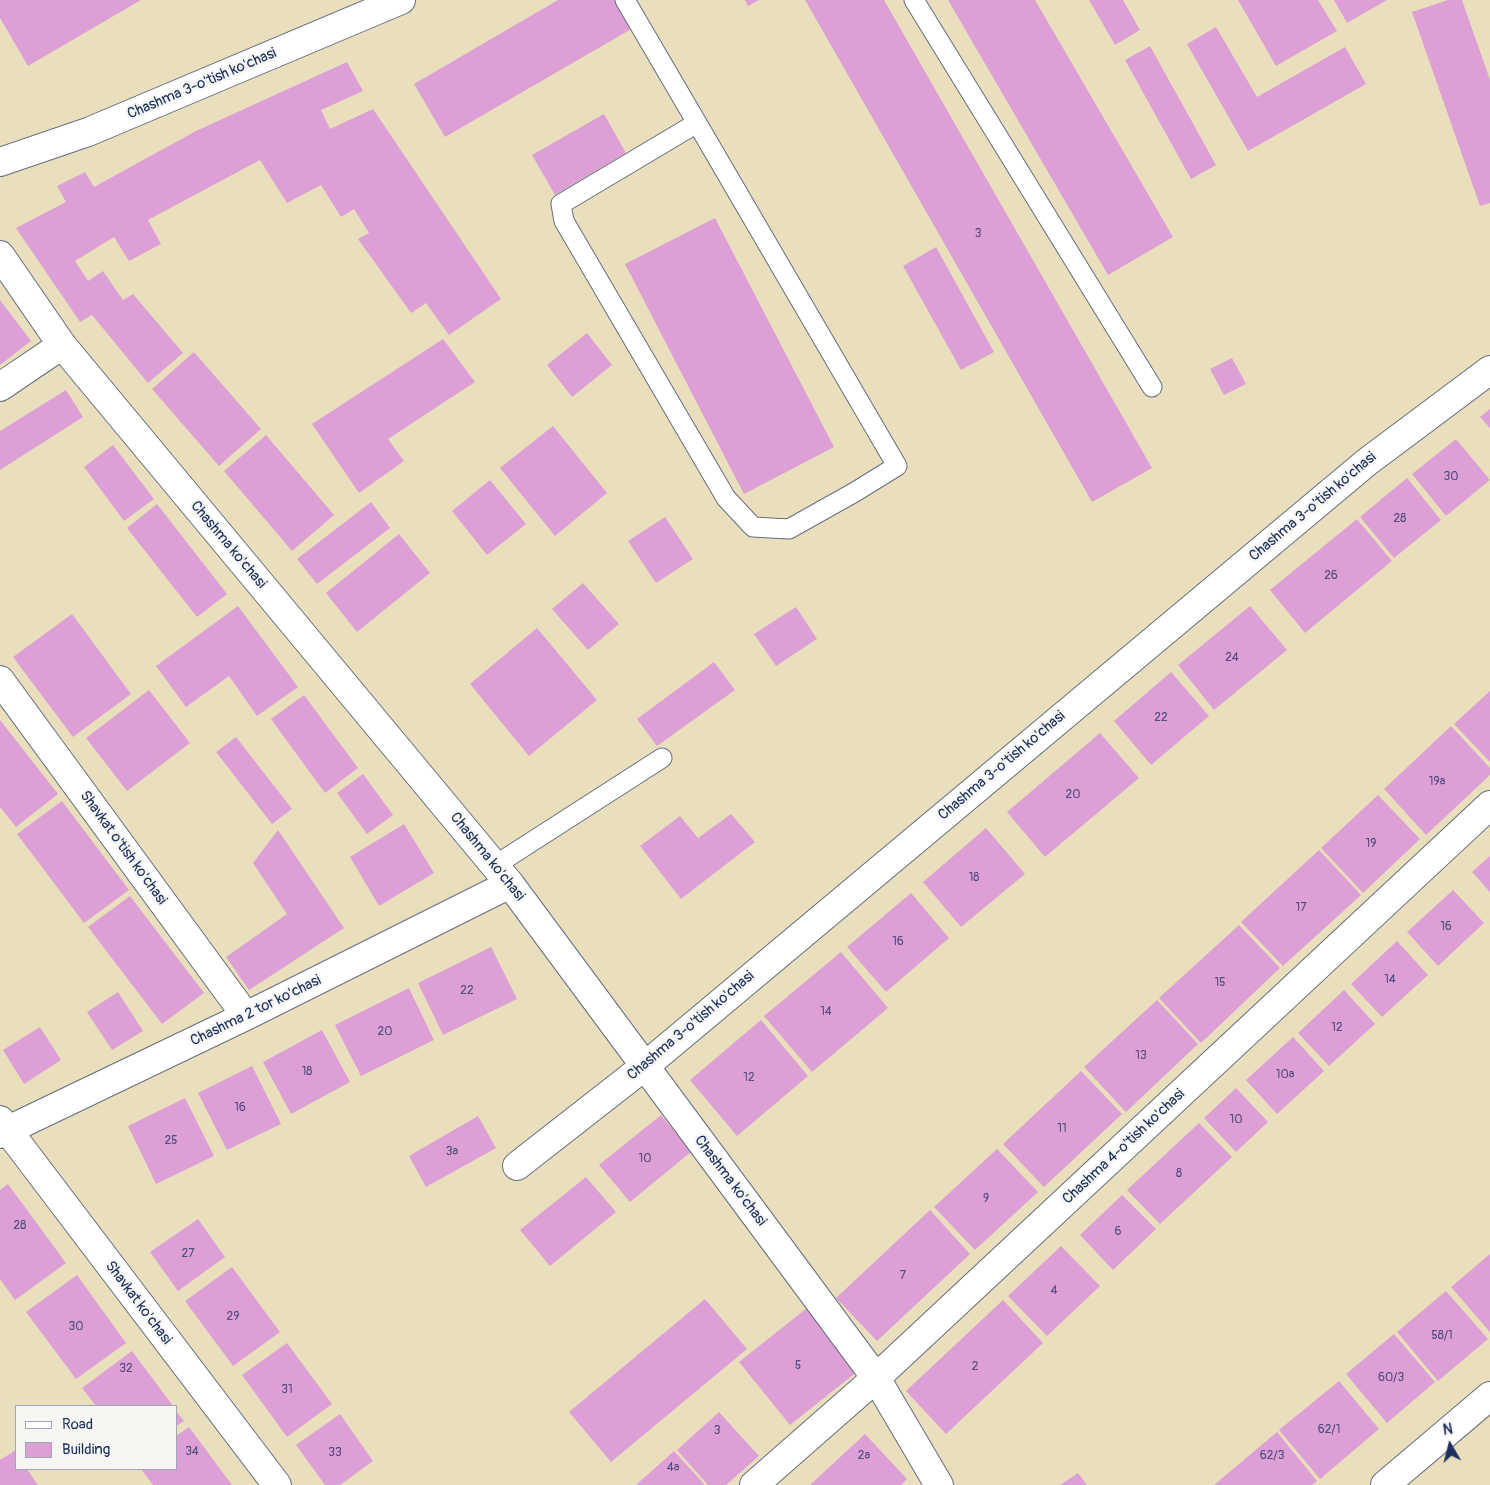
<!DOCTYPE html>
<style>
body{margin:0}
#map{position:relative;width:1490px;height:1485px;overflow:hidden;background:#eadfbc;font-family:Pangolin,sans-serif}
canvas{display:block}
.legend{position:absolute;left:15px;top:1405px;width:162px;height:65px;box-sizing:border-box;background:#f6f6f2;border:1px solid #9ea6b7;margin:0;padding:6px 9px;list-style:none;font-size:15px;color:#1b2f5e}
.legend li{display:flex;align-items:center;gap:10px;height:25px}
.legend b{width:25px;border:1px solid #9ea6b7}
.north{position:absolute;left:1425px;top:1420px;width:50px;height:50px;-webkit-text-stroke:4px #f6f6f2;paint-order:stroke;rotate:352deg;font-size:14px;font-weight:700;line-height:20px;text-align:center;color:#1b2f5e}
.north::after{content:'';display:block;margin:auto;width:18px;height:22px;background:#1b2f5e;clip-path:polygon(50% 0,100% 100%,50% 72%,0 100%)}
</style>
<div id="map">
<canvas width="1490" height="1485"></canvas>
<ul class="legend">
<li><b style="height:6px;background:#fff"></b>Road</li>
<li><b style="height:14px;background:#dda0d6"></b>Building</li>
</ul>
<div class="north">N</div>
</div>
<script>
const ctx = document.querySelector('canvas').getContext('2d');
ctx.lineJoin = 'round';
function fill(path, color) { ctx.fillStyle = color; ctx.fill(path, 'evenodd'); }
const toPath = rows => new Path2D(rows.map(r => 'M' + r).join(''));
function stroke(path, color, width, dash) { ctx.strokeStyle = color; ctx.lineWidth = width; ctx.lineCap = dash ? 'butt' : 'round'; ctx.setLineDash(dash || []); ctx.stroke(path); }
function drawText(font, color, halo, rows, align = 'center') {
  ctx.font = font + ' Pangolin,sans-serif'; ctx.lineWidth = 5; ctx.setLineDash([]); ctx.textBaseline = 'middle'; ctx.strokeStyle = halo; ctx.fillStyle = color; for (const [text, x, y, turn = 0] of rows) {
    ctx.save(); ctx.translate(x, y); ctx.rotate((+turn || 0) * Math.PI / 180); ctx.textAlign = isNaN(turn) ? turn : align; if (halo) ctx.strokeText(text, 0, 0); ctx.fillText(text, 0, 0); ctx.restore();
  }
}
const building = toPath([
 [0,0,141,0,28,66,0,18],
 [558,0,617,0,633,28,445,137,414,84],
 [745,0,759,0,748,6],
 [805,0,884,0,1152,468,1092,502],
 [948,0,1035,0,1173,237,1108,275],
 [1089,0,1123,0,1140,30,1115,45],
 [1238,0,1318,0,1337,31,1276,66],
 [1334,0,1387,0,1347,23],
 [1448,0,1462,0,1490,80,1490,203,1480,206,1412,12],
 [1216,27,1257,97,1345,47,1366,84,1248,151,1187,44],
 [1150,46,1216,165,1191,179,1125,60],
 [347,62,363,91,321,110,330,129,373,109,501,299,449,335,426,303,411,313,358,239,369,233,354,209,341,217,321,185,287,203,260,160,148,220,161,244,129,261,114,237,75,261,88,281,103,271,123,300,133,294,183,353,148,383,92,315,80,322,16,228,66,202,57,186,85,172,94,187,196,131],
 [604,114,626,153,555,195,532,155],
 [715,218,834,447,744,494,625,264],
 [936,247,994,352,961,370,903,266],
 [0,300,31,341,0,365],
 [587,333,612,365,572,397,547,365],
 [443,339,475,382,388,439,404,461,359,493,312,424],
 [194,352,261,429,219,466,152,389],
 [1232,358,1246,384,1224,395,1210,369],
 [66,390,83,417,0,470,0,431],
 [1490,409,1490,428,1480,417],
 [553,426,607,493,555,536,500,468],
 [266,435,334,515,292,551,224,471],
 [1456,439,1490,480,1446,516,1412,474],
 [113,445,154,499,124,521,84,467],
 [1407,478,1441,520,1394,558,1360,517],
 [490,480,526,524,487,555,452,511],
 [371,502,390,528,317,584,297,559],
 [157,504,227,594,197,617,127,528],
 [665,517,693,559,656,583,628,541],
 [1357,519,1392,561,1305,633,1270,590],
 [399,534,430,573,357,632,326,593],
 [583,583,619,624,588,650,552,609],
 [238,606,298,687,257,716,229,676,186,707,156,666],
 [1250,606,1287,650,1214,710,1178,665],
 [796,607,817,639,776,666,754,634],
 [72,614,131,694,73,737,13,657],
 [537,628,597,700,529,756,470,684],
 [714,662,735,690,657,746,637,719],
 [1171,672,1209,716,1151,765,1114,721],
 [149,690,190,743,127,791,86,738],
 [1490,691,1490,762,1454,724],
 [304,695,358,768,325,793,271,719],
 [0,720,58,794,16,827,0,807],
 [1451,726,1490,768,1490,775,1426,835,1384,789],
 [1100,733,1139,778,1045,857,1007,812],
 [236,737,292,809,272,824,216,752],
 [363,774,393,815,367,834,337,793],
 [1378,795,1420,839,1363,893,1321,848],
 [62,801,129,890,84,923,17,834],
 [731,814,755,842,681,899,640,846,680,816,698,838],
 [404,824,434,873,379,906,350,857],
 [986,828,1025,874,961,927,923,882],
 [278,830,344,928,249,990,226,957,287,914,253,863],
 [1319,850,1361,895,1283,966,1241,922],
 [1490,856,1490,892,1472,872],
 [1453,890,1484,923,1438,966,1407,932],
 [911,893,949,938,886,992,847,947],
 [130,896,204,993,162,1024,88,927],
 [1239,925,1280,968,1201,1043,1159,998],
 [1397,941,1428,975,1382,1017,1351,984],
 [491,947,517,999,443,1035,418,983],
 [841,952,888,1008,812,1072,764,1016],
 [409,988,434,1040,361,1076,335,1025],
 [1344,990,1375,1024,1329,1066,1298,1033],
 [118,992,143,1031,112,1050,87,1012],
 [1157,1000,1198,1044,1126,1112,1084,1067],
 [761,1020,808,1076,737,1136,690,1080],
 [40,1027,61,1060,24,1084,3,1050],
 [322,1030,350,1082,291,1114,263,1062],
 [1293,1037,1324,1071,1277,1114,1246,1080],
 [252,1066,281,1124,227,1150,198,1093],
 [1081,1071,1122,1114,1044,1187,1003,1144],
 [1236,1088,1268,1122,1236,1152,1204,1118],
 [185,1098,214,1156,156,1184,128,1126],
 [661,1115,691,1152,630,1202,599,1165],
 [478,1116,496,1148,426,1187,409,1156],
 [1199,1123,1232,1157,1160,1224,1127,1190],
 [997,1149,1038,1192,975,1250,934,1207],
 [586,1177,616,1212,550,1266,520,1230],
 [8,1184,66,1263,15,1300,0,1279,0,1190],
 [1122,1195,1156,1229,1113,1270,1080,1235],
 [930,1210,970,1254,877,1341,836,1298],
 [198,1219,225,1257,178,1291,150,1252],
 [1061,1246,1100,1286,1047,1336,1008,1296],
 [1490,1254,1490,1332,1451,1287],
 [232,1267,280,1332,233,1366,185,1301],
 [77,1275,126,1343,76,1379,26,1312],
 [1446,1291,1488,1339,1438,1381,1397,1332],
 [705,1299,747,1349,611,1462,569,1412],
 [1003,1300,1043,1343,946,1434,906,1391],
 [807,1308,858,1371,790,1425,739,1362],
 [1394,1334,1435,1382,1387,1423,1346,1374],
 [287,1343,332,1404,287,1437,242,1375],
 [132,1351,173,1406,96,1406,82,1388],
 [1339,1381,1379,1429,1320,1479,1279,1430],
 [176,1411,184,1421,176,1426],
 [719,1412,759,1456,726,1485,708,1485,677,1450],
 [340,1414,373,1461,340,1485,325,1485,296,1445],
 [189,1427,232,1485,153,1485,141,1469,176,1469,176,1436],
 [1277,1432,1317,1481,1312,1485,1214,1485],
 [865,1434,907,1479,901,1485,810,1485],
 [16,1450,16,1469,27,1469,38,1485,0,1485,0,1460],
 [674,1451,705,1485,636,1485],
 [1078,1473,1087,1485,1060,1485]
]);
const service = toPath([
 [625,0,697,123,897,466,855,492,789,529,753,527,726,498,564,221,561,204,697,123],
 [914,0,1152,387],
 [494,866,662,758]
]);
const minor = toPath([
 [0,162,88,132,401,0],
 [0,255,62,345,510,884,876,1378,939,1485],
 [0,387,62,345],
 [0,680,246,1016],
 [0,1120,277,1485],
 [0,1134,246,1016,510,884],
 [517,1166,645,1066,1367,462,1490,370],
 [754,1485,876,1378,1490,805]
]);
const tertiary = toPath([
 [1385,1485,1490,1396]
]);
const numberNames = [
 ["3",978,234],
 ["30",1451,477],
 ["28",1400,519],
 ["26",1331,576],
 ["24",1232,658],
 ["22",1161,718],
 ["19a",1437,782],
 ["20",1073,795],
 ["19",1371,844],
 ["18",974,878],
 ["17",1301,908],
 ["16",1446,927],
 ["16",898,942],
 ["14",1390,980],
 ["15",1220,983],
 ["22",467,991],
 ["14",826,1012],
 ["12",1337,1028],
 ["20",385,1032],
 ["13",1141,1056],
 ["18",307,1072],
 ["10a",1285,1075],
 ["12",749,1078],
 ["16",240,1108],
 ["10",1236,1120],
 ["11",1062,1129],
 ["25",171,1141],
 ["3a",452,1152],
 ["10",645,1159],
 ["8",1179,1174],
 ["9",986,1199],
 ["28",20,1226],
 ["6",1118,1232],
 ["27",188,1254],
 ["7",903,1276],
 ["4",1054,1291],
 ["29",233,1317],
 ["30",76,1327],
 ["58/1",1442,1336],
 ["5",798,1366],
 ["2",975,1367],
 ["32",126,1369],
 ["60/3",1391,1378],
 ["31",287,1390],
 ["62/1",1329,1430],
 ["3",717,1431],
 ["34",192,1452],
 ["33",335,1453],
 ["2a",864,1456],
 ["62/3",1272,1456],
 ["4a",673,1468]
];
const streetNames = [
 ["Chashma 3-o'tish ko'chasi",202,84,-23],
 ["Chashma 3-o'tish ko'chasi",1313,507,-40],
 ["Chashma ko'chasi",228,545,50],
 ["Chashma 3-o'tish ko'chasi",1002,766,-40],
 ["Shavkat o'tish ko'chasi",123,848,54],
 ["Chashma ko'chasi",487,857,51],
 ["Chashma 2 tor ko'chasi",256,1011,-26],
 ["Chashma 3-o'tish ko'chasi",691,1026,-40],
 ["Chashma 4-o'tish ko'chasi",1124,1147,-43],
 ["Chashma ko'chasi",730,1181,53],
 ["Shavkat ko'chasi",138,1303,53]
];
fill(building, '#dda0d6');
stroke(service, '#636d7f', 21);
stroke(minor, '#636d7f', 30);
stroke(tertiary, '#636d7f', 30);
stroke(service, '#fff', 19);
stroke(minor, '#fff', 28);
stroke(tertiary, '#fff', 28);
drawText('12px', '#4c4b7c', null, numberNames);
drawText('15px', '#1b2f5e', '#f6f6f2', streetNames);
</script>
══════════
__Task details__
Looking at the listing above, count the lines that contain "canvas" and give nothing but the number.

__Answer for this exercise__
3